■ PROBLEM STATEMENT ■
Please transcribe the entries below exactly and leave out every picture.

■ GIVEN DATA ■
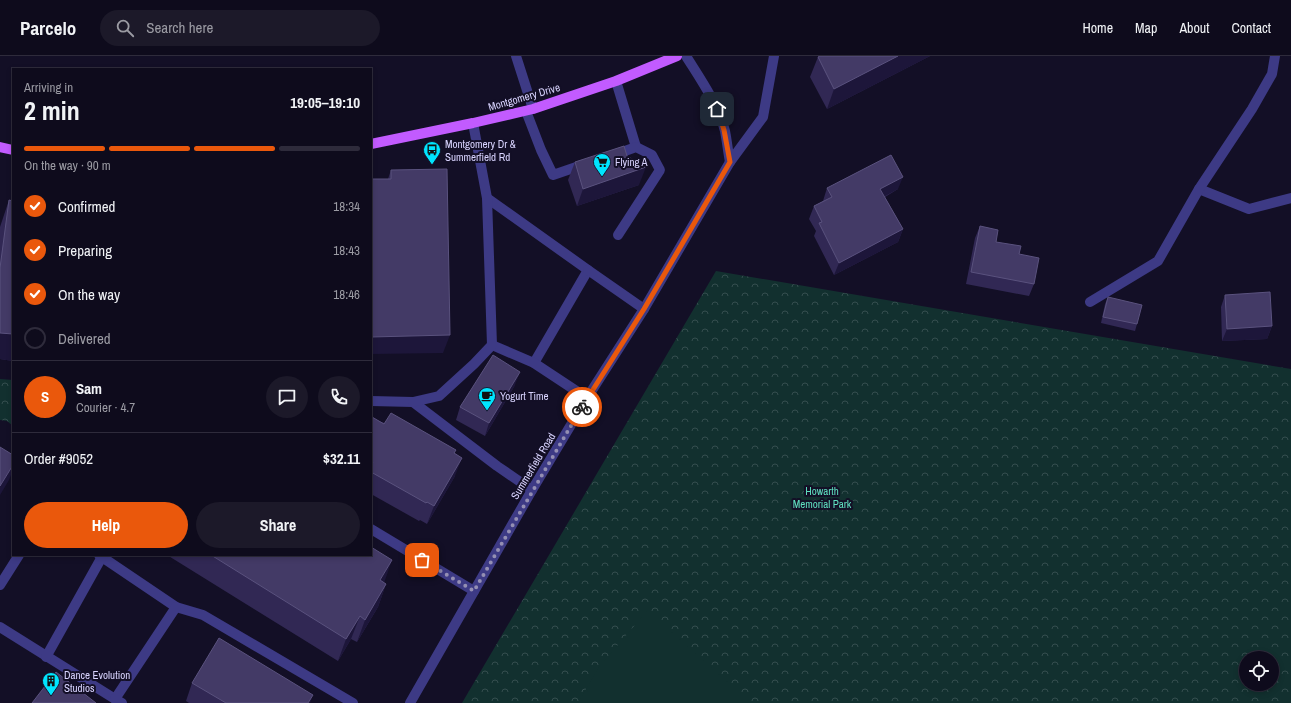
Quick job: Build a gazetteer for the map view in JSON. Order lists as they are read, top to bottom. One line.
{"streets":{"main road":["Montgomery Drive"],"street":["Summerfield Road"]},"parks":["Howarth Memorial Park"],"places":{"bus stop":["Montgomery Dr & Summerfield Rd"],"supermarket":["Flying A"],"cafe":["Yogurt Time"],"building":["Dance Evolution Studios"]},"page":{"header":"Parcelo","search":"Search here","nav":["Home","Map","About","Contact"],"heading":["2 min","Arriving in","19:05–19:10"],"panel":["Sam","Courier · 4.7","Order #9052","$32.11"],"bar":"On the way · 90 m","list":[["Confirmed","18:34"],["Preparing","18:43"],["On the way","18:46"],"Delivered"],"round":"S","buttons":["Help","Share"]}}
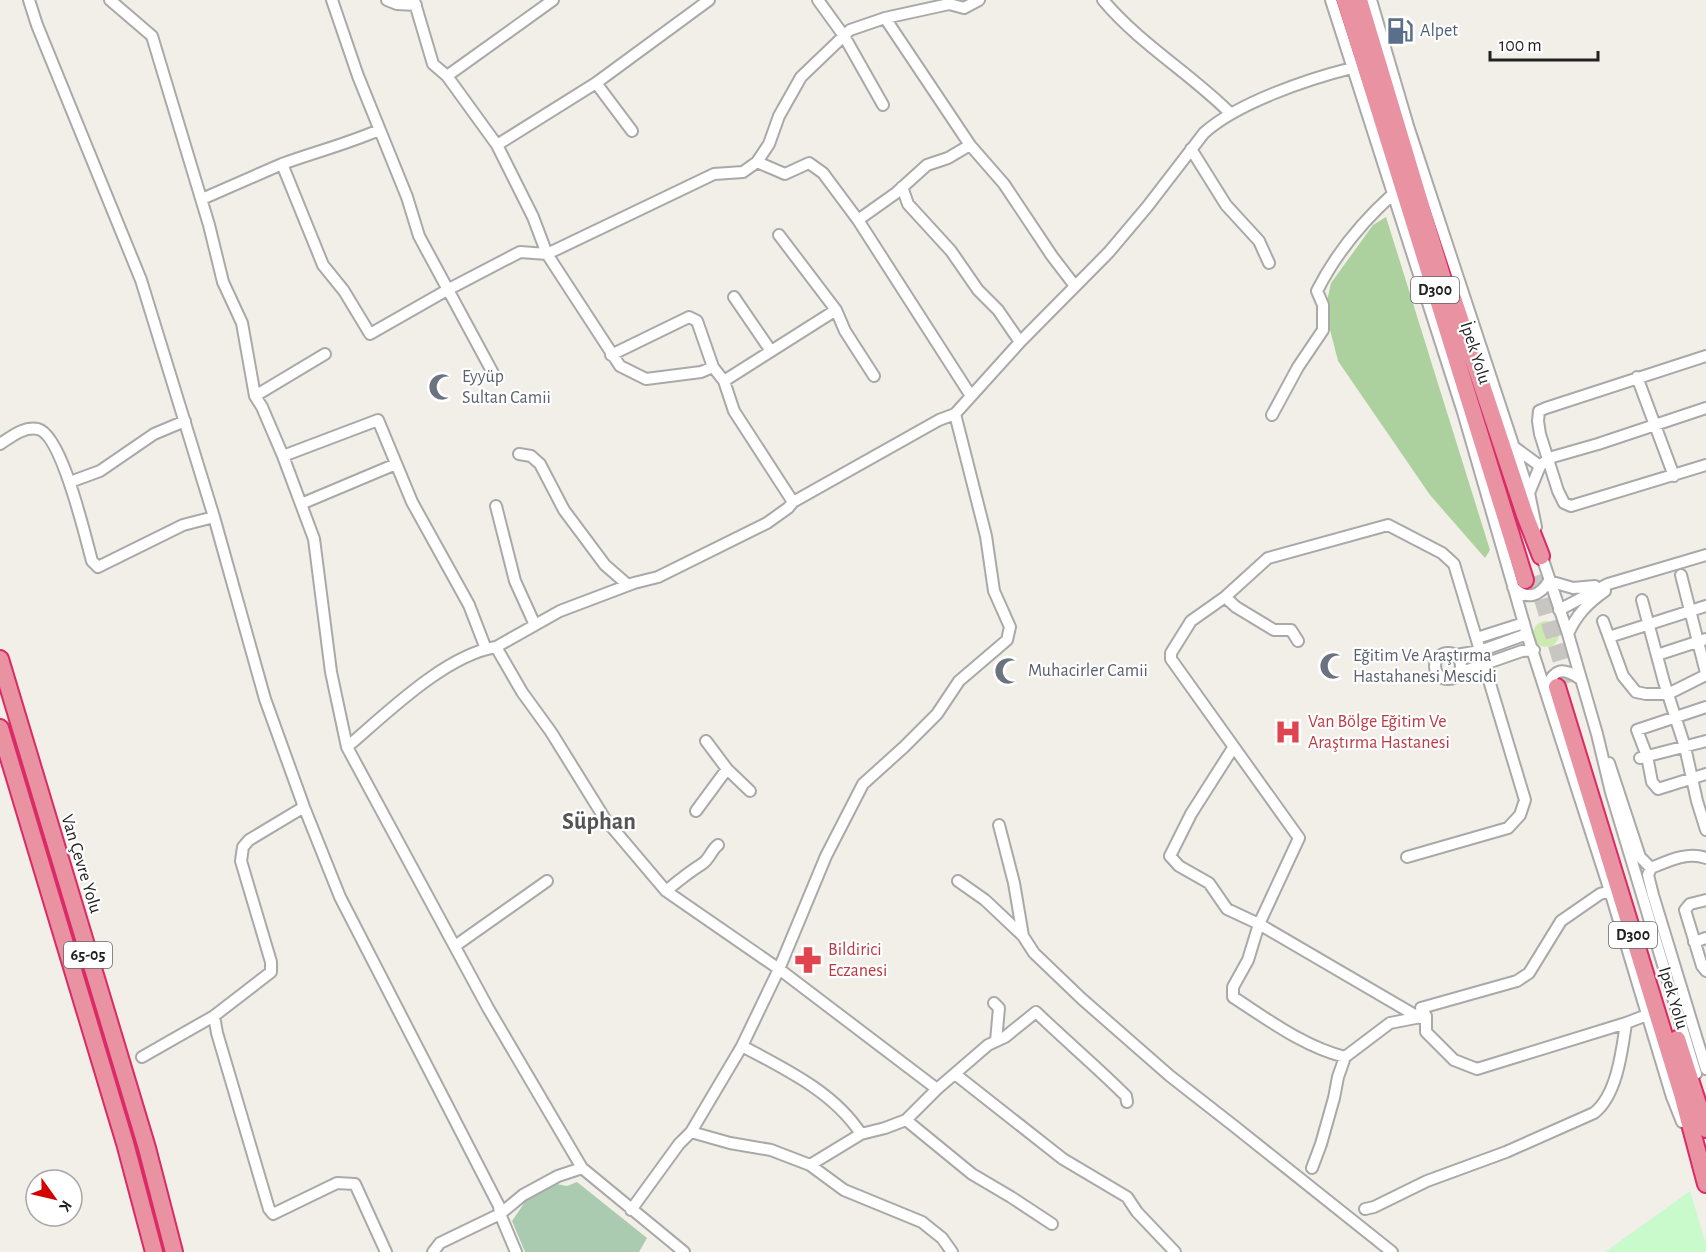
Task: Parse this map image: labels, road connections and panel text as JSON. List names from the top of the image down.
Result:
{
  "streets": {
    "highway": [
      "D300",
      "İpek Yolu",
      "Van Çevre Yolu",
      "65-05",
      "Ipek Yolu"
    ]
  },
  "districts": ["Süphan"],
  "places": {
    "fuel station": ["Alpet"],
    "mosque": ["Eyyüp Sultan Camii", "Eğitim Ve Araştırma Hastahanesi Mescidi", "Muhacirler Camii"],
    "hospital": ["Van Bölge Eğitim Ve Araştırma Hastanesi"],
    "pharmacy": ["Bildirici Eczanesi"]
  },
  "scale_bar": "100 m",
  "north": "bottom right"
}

■ RESPONSE TO THIS EXERCISE ■
Quick job: Build a gazetteer for the map view in JSON. Order lists as they are read, top to bottom. One line.
{"streets":{"main road":["Montgomery Drive"],"street":["Summerfield Road"]},"parks":["Howarth Memorial Park"],"places":{"bus stop":["Montgomery Dr & Summerfield Rd"],"supermarket":["Flying A"],"cafe":["Yogurt Time"],"building":["Dance Evolution Studios"]},"page":{"header":"Parcelo","search":"Search here","nav":["Home","Map","About","Contact"],"heading":["2 min","Arriving in","19:05–19:10"],"panel":["Sam","Courier · 4.7","Order #9052","$32.11"],"bar":"On the way · 90 m","list":[["Confirmed","18:34"],["Preparing","18:43"],["On the way","18:46"],"Delivered"],"round":"S","buttons":["Help","Share"]}}
Task: Parse this map image: labels, road connections and panel text as JSON. List names from the top of the image down.
Result:
{
  "streets": {
    "highway": [
      "D300",
      "İpek Yolu",
      "Van Çevre Yolu",
      "65-05",
      "Ipek Yolu"
    ]
  },
  "districts": ["Süphan"],
  "places": {
    "fuel station": ["Alpet"],
    "mosque": ["Eyyüp Sultan Camii", "Eğitim Ve Araştırma Hastahanesi Mescidi", "Muhacirler Camii"],
    "hospital": ["Van Bölge Eğitim Ve Araştırma Hastanesi"],
    "pharmacy": ["Bildirici Eczanesi"]
  },
  "scale_bar": "100 m",
  "north": "bottom right"
}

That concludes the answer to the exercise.